Mais plus que la vue, le regard. Le regard est la personnification de notre vue, un avatar que l'on projette autour de soi, une caresse que l'on fait glisser sur ce qui est à la portée de nos yeux.

C'est pour cela que, même quand le regard est masqué, il suscite nombre d'émotion. Être sourde est une incommodité. Être aveugle est //=======//. À quoi ressemble la vie de ceux qui sont aveugles de naissance ?

Mes poils se hérissent sur mes bras. Je suis entourée de brume. Ce n'est pas le brouillard gris qu'on voit souvent le matin, ici au fond du Vallon-Havre, sur les rives du Havrelac, cette purée de poids qui obstrue graduellement la vision. La brume qui m'enveloppe est comme une fumée, dense mais statique, presque palpable mais impossible à dissiper. Elle est blanche, presque lumineuse. Elle agit comme de fines cloisons guidant ma progression au cœur de ce jardin, probablement le plus beau jardin du monde.

Cette exploration est merveilleuse, au premier sens du terme, car surgissent régulièrement, au fil des murs de brume que je traverse, les plantes le plus somptueusement raffinées que j'ai jamais vu.
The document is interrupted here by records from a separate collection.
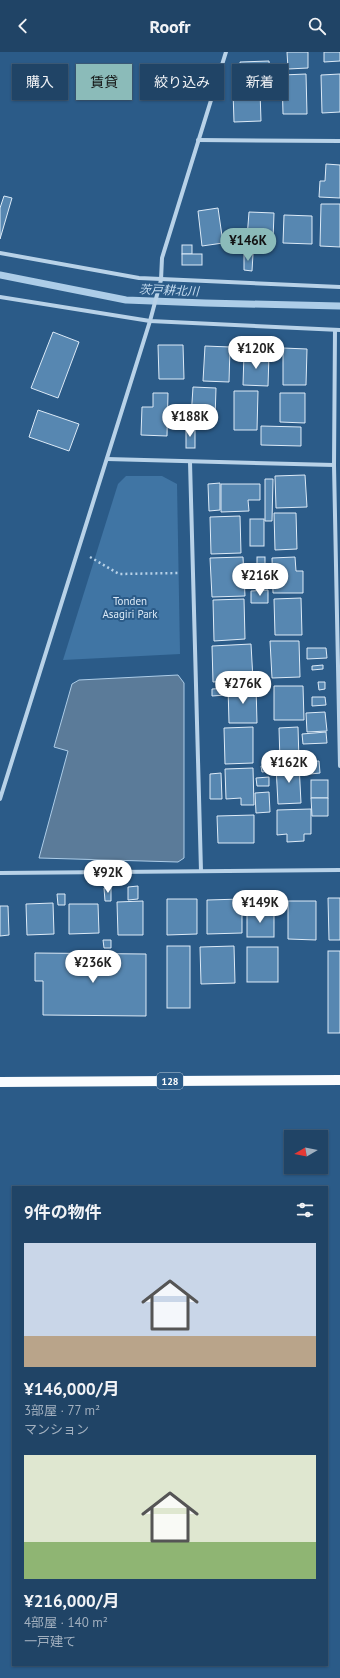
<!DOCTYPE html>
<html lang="ja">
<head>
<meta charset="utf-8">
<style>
	body { margin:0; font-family:"PT Sans","Noto Sans JP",sans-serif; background:#2d4e6f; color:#f1f3f6; height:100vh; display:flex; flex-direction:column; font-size:15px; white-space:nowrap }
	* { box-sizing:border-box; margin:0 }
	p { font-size:13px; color:#a2b0bf }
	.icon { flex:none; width:22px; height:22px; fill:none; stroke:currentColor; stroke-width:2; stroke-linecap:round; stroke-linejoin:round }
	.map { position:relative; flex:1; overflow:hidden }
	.drawer { position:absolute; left:12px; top:1134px; width:316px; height:480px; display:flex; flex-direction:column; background:#204466; border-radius:0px; box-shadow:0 1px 3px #0004,0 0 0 1px #3d5c7a }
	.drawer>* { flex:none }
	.hud { position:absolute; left:12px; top:12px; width:316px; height:36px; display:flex; gap:8px }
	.needle { width:26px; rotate:260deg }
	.buttons { position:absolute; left:284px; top:1078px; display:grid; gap:8px }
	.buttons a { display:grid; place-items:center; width:44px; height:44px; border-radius:0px; background:#204466; box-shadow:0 1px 3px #0004,0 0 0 1px #3d5c7a; font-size:20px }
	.price { position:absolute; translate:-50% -34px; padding:0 9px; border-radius:14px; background:#fff; color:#222; font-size:13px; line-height:26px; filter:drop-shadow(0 1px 2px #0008) }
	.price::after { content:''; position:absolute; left:50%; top:24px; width:12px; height:9px; margin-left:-6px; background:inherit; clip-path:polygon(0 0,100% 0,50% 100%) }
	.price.on { background:#8bbbb9; color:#111 }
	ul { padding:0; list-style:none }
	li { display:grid; align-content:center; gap:8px; height:212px; padding:0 12px }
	li span { display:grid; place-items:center; height:124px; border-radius:0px; color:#555 }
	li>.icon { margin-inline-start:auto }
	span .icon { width:72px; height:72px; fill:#fffc; stroke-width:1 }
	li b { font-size:17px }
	h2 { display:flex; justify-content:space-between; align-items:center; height:48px; padding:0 12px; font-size:17px }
	.pill { padding:0 14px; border-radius:0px; background:#204466; box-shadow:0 1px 3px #0004,0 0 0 1px #3d5c7a; font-size:14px; line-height:36px }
	.pill.on { background:#8bbbb9; color:#111 }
	header { display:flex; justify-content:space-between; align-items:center; height:52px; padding:0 12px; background:#204466; font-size:18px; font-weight:700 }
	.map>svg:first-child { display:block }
</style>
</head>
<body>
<header><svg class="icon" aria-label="back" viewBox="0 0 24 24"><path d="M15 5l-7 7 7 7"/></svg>Roofr<svg class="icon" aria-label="search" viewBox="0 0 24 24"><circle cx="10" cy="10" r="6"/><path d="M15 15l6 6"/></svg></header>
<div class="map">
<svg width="340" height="1626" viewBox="0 0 340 1626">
	<rect width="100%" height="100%" fill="#2b5b88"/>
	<path fill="#4075a4" d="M126,424h36l15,8 3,170 -117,6 55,-176z"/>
	<path fill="#5b7b99" stroke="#adcde8" d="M178,623l6,8v175l-6,4 -139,-4 29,-107 -14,-4 18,-63 7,-4z"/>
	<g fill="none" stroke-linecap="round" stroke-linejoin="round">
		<path stroke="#adcde8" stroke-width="7" d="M0,223l126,25 79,3 135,3"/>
	</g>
	<g fill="#5787b1" stroke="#dceaf7">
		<path d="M287,0h21v16l-20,1z"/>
		<path d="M324,0h16v9l-16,1z"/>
		<path d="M269,9l2,24 -30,2 -1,-25z"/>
		<path d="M306,22l1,40h-24l-1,-39z"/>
		<path d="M340,22v38l-18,1 -1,-38z"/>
		<path d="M233,39h27l1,30 -27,1z"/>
		<path d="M326,112l14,1v33l-21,-1 1,-16h5z"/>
		<path d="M4,144l8,2 -12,41v-31z"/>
		<path d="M321,152h19v43l-20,-1z"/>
		<path d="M218,156l5,35 -21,3 -4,-35z"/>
		<path d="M249,160l25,1 -1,27 -26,-2z"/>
		<path d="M284,163l28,1v28l-29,-1z"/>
		<rect x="182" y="193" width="10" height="9"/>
		<path d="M244,201l9,1 -1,17 -8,-1z"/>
		<rect x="182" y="202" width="20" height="11"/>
		<path d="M53,280l26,10 -21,56 -27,-10z"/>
		<path d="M158,293h25l1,34h-25z"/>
		<path d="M205,294l25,1 -1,35 -26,-1z"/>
		<path d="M283,296l24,1 -1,36h-23z"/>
		<path d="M244,301l25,1 -1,32 -25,-1z"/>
		<path d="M193,335l23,1 -1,31 -24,-1z"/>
		<path d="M234,339h24l-1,39h-23z"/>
		<path d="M153,341h15l-1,43 -26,-1 1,-28h11z"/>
		<path d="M280,341h25v30l-25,-1z"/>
		<path d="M38,358l41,14 -10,27 -40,-14z"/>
		<path d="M261,374l40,1v19l-40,-1z"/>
		<rect x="186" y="375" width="9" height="21"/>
		<path d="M305,423l2,32 -31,1 -1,-32z"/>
		<path d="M265,427h8l-1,42h-7z"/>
		<path d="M220,431v27l-11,1 -1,-27z"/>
		<path d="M221,432h39v16h-12l1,11 -28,1z"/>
		<path d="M274,461h22l1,36 -22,1z"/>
		<path d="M240,464l1,37 -30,1 -1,-37z"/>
		<rect x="250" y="467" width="14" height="27"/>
		<path d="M243,505l2,39 -33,1 -2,-39z"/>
		<rect x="257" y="505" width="8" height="8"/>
		<path d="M295,505l1,14h7v22h-30l-1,-35z"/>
		<path d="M268,538v13h-17v-12z"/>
		<path d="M301,546l1,37h-27l-1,-36z"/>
		<path d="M244,547l1,40 -31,2 -1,-41z"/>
		<path d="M270,589h29l1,36 -28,1z"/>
		<path d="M251,592l2,36 -40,2 -1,-36z"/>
		<path d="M307,596h19l1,10 -20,1z"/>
		<path d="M323,613v4l-11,1v-4z"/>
		<path d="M318,630h7v7l-6,1z"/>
		<path d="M256,634l1,37h-28l-1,-36z"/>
		<path d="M274,634h29l1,34h-30z"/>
		<path d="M226,636v7l-14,1v-7z"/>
		<path d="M312,645h13l1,8 -14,1z"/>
		<path d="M325,660l2,19 -20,1 -1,-19z"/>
		<path d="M253,675v36l-28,1 -1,-36z"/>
		<path d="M298,675l1,34 -19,1 -1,-34z"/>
		<path d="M326,680l1,11 -24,1 -1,-10z"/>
		<path d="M319,709l1,12 -20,2v-13z"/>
		<path d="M299,712l2,39 -23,1 -2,-38z"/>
		<path d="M261,714h9v5l-8,1z"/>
		<path d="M253,716l1,37h-13v-7l-15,1 -1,-30z"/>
		<path d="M221,721l1,26h-12v-25z"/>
		<path d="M269,725v9h-12l-1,-8z"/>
		<rect x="311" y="728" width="17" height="18"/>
		<path d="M269,740l1,20 -14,1 -1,-20z"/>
		<path d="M311,746h17v18h-16z"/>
		<path d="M311,757v25h-7v7l-17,1v-8l-10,1v-25z"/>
		<path d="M254,763v28h-36l-1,-27z"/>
		<path d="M138,834v13l-10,1v-13z"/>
		<path d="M104,836h7v13h-6z"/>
		<path d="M57,842h8v11h-7z"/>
		<path d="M328,846h12v42h-11z"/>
		<path d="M167,847h30v35l-30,1z"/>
		<path d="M242,847v34l-35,1v-34z"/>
		<path d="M143,849v34h-25l-1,-33z"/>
		<path d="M288,849h28v39l-28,-1z"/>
		<path d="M53,851l1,31 -27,1 -1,-31z"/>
		<path d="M69,852h29l1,29 -30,1z"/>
		<path d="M0,854h8l1,29 -9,1z"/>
		<rect x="247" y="859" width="27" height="26"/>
		<path d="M103,888h8v8h-7z"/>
		<rect x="167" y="894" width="23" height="62"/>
		<path d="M234,894l1,37 -34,1 -1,-37z"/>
		<rect x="247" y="895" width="31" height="35"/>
		<rect x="328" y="899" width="12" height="82"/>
		<path d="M35,901l111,1v62l-103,-1v-34h-8z"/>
	</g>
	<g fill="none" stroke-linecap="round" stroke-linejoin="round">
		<path stroke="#b8d2e8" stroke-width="2.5" stroke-dasharray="2 3" stroke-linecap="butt" d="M90,505l29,17 61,-1"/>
		<g stroke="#b8d2e8" stroke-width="4">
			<path d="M198,88l142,1"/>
			<path d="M0,201l139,25 201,9"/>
			<path d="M0,245l150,24 190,9"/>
			<path d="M335,278l-1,135 6,301"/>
			<path d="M107,407l227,6"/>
			<path d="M190,410l11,409"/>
			<path d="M0,747l150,-478 11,-41 1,-22 64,-206"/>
			<path d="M0,821l340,-3"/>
		</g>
		<path stroke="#fafcfe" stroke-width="10" d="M0,1030l340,-2"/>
	</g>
	<g text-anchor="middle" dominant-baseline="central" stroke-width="4" stroke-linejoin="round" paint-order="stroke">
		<rect fill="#2b5b88" stroke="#bfcedb" stroke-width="1" x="157" y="1021" width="26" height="16" rx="3"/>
		<g font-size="10" font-weight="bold" fill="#fff">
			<text x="170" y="1029">128</text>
		</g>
		<g font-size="11" fill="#dceaf7" stroke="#2b5b88">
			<text x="130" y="549">Tonden<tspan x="130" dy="13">Asagiri Park</tspan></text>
		</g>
		<g font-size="12" font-style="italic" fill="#c4dbef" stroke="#2b5b88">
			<text transform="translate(169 238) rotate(2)">茨戸耕北川</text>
		</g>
	</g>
</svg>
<div class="buttons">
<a><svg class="needle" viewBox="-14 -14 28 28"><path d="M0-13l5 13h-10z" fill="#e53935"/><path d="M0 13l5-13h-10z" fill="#a2b0bf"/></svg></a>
</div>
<b class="price on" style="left:248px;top:210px">¥146K</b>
<b class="price" style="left:256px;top:318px">¥120K</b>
<b class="price" style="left:190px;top:386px">¥188K</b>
<b class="price" style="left:260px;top:545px">¥216K</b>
<b class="price" style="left:243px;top:653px">¥276K</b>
<b class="price" style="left:289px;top:732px">¥162K</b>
<b class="price" style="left:108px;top:842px">¥92K</b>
<b class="price" style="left:260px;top:872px">¥149K</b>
<b class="price" style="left:93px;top:932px">¥236K</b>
<div class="hud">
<a class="pill">購入</a>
<a class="pill on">賃貸</a>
<a class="pill">絞り込み</a>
<a class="pill">新着</a>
</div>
<section class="drawer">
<h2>9件の物件<svg class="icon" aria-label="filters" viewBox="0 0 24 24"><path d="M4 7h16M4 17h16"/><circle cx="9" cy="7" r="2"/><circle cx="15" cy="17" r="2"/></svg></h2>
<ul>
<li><span style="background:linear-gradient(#c9d6e8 75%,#b9a48a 0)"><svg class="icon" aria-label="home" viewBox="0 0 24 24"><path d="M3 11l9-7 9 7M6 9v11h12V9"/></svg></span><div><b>¥146,000/月</b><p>3部屋 · 77 m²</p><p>マンション</p></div></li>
<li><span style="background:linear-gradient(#dfe7d0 70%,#8fb573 0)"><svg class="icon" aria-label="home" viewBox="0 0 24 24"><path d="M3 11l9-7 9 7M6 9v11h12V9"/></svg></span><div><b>¥216,000/月</b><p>4部屋 · 140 m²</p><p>一戸建て</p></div></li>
</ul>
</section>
</div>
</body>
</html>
Il est difficile de relater la perfection. On pourrait croire qu'il suffirait de décrire les merveilles qui ornent le jardin avec un lyrisme fringant, mais ce ne serait qu'une pâle tentative reproduction à laquelle il manque l'essence de ce qui la rend si parfaite. Comme si lire une pièce de théâtre était une bonne représentation de celle-ci. Non, le théâtre est une représentation. Le théâtre se vit.
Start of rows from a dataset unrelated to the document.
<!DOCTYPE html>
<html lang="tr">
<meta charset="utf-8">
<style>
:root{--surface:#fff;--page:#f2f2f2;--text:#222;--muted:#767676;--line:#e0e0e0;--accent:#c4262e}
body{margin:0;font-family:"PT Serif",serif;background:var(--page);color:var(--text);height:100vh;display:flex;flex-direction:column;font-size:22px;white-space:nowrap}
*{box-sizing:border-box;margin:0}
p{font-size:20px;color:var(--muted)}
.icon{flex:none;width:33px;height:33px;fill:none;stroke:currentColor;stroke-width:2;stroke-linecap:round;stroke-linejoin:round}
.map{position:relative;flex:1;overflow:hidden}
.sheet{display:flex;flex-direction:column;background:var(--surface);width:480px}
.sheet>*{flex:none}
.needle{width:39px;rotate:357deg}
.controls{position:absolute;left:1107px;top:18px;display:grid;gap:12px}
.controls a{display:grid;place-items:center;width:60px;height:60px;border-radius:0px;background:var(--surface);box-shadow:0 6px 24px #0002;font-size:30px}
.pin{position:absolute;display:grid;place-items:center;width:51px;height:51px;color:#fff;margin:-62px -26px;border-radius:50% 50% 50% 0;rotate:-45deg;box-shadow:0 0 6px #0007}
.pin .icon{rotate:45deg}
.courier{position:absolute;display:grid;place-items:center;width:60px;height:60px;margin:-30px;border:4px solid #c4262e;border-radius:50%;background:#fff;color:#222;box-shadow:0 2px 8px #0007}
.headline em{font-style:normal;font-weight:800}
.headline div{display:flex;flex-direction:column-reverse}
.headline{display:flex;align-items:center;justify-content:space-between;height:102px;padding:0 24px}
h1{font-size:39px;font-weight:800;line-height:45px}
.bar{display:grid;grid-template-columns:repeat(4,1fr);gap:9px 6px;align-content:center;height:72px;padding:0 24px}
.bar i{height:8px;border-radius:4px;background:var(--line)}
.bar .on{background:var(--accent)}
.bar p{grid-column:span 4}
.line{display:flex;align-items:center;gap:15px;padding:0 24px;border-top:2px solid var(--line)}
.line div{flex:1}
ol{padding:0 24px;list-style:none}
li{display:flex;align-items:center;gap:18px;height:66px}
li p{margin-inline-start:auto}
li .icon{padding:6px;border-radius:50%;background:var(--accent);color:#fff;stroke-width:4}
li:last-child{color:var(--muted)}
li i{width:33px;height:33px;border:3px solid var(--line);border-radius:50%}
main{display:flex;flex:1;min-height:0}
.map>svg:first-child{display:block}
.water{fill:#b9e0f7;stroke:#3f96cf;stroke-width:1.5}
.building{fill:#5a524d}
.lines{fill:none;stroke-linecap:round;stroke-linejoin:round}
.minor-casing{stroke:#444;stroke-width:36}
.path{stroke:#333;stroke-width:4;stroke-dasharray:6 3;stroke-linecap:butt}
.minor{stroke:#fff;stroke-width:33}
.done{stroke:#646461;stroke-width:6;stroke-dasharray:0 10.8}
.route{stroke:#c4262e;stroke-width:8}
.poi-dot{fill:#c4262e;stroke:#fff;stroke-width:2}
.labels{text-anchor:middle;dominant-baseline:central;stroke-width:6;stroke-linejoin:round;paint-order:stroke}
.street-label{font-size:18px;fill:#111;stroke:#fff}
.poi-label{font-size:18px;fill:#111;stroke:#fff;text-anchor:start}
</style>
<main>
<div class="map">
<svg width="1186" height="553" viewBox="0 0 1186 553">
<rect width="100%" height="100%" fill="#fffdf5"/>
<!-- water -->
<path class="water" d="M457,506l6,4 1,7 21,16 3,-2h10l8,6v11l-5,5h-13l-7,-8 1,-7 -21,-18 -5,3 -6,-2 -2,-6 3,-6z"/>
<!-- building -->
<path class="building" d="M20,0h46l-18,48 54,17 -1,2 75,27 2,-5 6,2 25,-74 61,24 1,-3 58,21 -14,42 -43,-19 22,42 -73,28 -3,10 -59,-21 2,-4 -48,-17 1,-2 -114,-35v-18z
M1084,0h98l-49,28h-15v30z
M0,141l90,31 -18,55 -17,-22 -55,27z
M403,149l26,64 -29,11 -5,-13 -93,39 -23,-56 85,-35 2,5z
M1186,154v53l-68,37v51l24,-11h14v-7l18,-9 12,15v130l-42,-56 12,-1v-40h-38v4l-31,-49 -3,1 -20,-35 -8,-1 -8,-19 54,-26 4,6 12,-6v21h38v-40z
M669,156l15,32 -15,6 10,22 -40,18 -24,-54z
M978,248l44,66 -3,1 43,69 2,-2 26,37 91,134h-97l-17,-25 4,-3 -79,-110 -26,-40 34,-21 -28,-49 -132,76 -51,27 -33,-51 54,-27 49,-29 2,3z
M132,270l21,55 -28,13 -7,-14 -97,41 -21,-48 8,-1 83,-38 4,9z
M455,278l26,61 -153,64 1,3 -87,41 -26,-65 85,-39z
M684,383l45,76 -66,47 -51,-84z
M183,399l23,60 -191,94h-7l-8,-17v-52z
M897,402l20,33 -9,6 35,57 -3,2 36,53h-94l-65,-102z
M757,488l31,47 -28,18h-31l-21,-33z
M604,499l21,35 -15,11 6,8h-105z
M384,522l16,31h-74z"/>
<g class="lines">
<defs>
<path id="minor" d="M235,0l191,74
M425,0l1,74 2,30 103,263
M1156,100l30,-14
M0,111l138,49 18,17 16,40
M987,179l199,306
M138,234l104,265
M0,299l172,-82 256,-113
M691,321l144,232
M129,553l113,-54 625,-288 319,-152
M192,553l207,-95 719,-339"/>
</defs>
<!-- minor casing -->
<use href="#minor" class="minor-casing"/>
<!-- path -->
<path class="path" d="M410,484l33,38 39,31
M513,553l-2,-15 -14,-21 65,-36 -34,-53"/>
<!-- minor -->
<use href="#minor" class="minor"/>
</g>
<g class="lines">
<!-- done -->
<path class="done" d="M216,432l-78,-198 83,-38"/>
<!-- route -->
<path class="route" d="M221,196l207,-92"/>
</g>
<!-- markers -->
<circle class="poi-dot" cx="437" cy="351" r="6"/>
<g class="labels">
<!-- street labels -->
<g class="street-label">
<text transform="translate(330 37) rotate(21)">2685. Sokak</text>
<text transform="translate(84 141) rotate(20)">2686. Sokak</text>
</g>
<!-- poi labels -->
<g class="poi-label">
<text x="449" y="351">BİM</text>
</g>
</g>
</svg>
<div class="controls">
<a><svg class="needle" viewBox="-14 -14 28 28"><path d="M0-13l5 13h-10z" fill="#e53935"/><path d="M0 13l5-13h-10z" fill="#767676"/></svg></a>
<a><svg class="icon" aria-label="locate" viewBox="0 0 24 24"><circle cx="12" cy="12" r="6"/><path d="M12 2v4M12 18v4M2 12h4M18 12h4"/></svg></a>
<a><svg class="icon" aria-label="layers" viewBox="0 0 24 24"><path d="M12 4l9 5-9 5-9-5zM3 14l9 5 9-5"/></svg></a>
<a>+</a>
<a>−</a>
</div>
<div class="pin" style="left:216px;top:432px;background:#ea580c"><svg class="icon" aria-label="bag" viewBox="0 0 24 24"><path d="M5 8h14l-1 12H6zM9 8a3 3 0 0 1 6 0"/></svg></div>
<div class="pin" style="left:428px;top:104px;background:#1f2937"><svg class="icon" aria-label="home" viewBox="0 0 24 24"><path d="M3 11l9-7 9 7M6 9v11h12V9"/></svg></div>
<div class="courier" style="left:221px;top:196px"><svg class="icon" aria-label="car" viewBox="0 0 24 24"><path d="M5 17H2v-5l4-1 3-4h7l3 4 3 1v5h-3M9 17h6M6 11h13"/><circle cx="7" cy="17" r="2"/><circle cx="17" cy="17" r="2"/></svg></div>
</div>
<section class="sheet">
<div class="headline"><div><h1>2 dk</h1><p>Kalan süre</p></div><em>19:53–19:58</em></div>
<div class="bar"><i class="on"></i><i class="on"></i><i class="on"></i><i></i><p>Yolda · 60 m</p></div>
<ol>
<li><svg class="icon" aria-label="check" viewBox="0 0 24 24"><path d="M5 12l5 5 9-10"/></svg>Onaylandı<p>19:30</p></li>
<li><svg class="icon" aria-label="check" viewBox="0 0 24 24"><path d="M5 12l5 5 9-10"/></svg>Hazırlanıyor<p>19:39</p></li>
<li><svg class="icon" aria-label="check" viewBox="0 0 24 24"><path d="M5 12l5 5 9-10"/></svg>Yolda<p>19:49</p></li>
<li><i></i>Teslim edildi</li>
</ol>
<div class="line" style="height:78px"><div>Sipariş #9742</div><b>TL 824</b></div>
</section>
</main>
Tout comme ce jardin, il faut le vivre.

Je peux néanmoins retranscrire ce qui rend ce paysage à la fois si unique et si parfait. Il y règne un silence absolu. Pas un silence sourd, car on entend le bruissement de sa propre progression. Pas un silence de mort, car la vie n'est pas absente, elle est simplement discrète. Un silence serein, comme si toute la nature était à l'écoute, dans une contemplation d'elle-même.

La seule odeur qui nous parvient et le doux embrun des flots brumeux qui entourent l'île sur laquelle se cache le jardin. La brume est glaciale, nous donnant presque l'impression de flotter.

Oui, ce jardin est entièrement et uniquement dédié au regard.


J'ai l'impression de voyager au cœur d'un songe, de surprise en étonnement, d’apaisement en émerveillement.

Pourquoi ce jardin ? Comment ce jardin ?

Je ne sais pas. Et je ne pourrais pas moins m'en soucier. La seule expérience est au-delà de toute préoccupation.





Il s'apprête à planter sa lance dans le sol, mais quand il abaisse son regard et se rappelle là où il se trouve, il se ravise et la pose délicatement sur la terre meuble.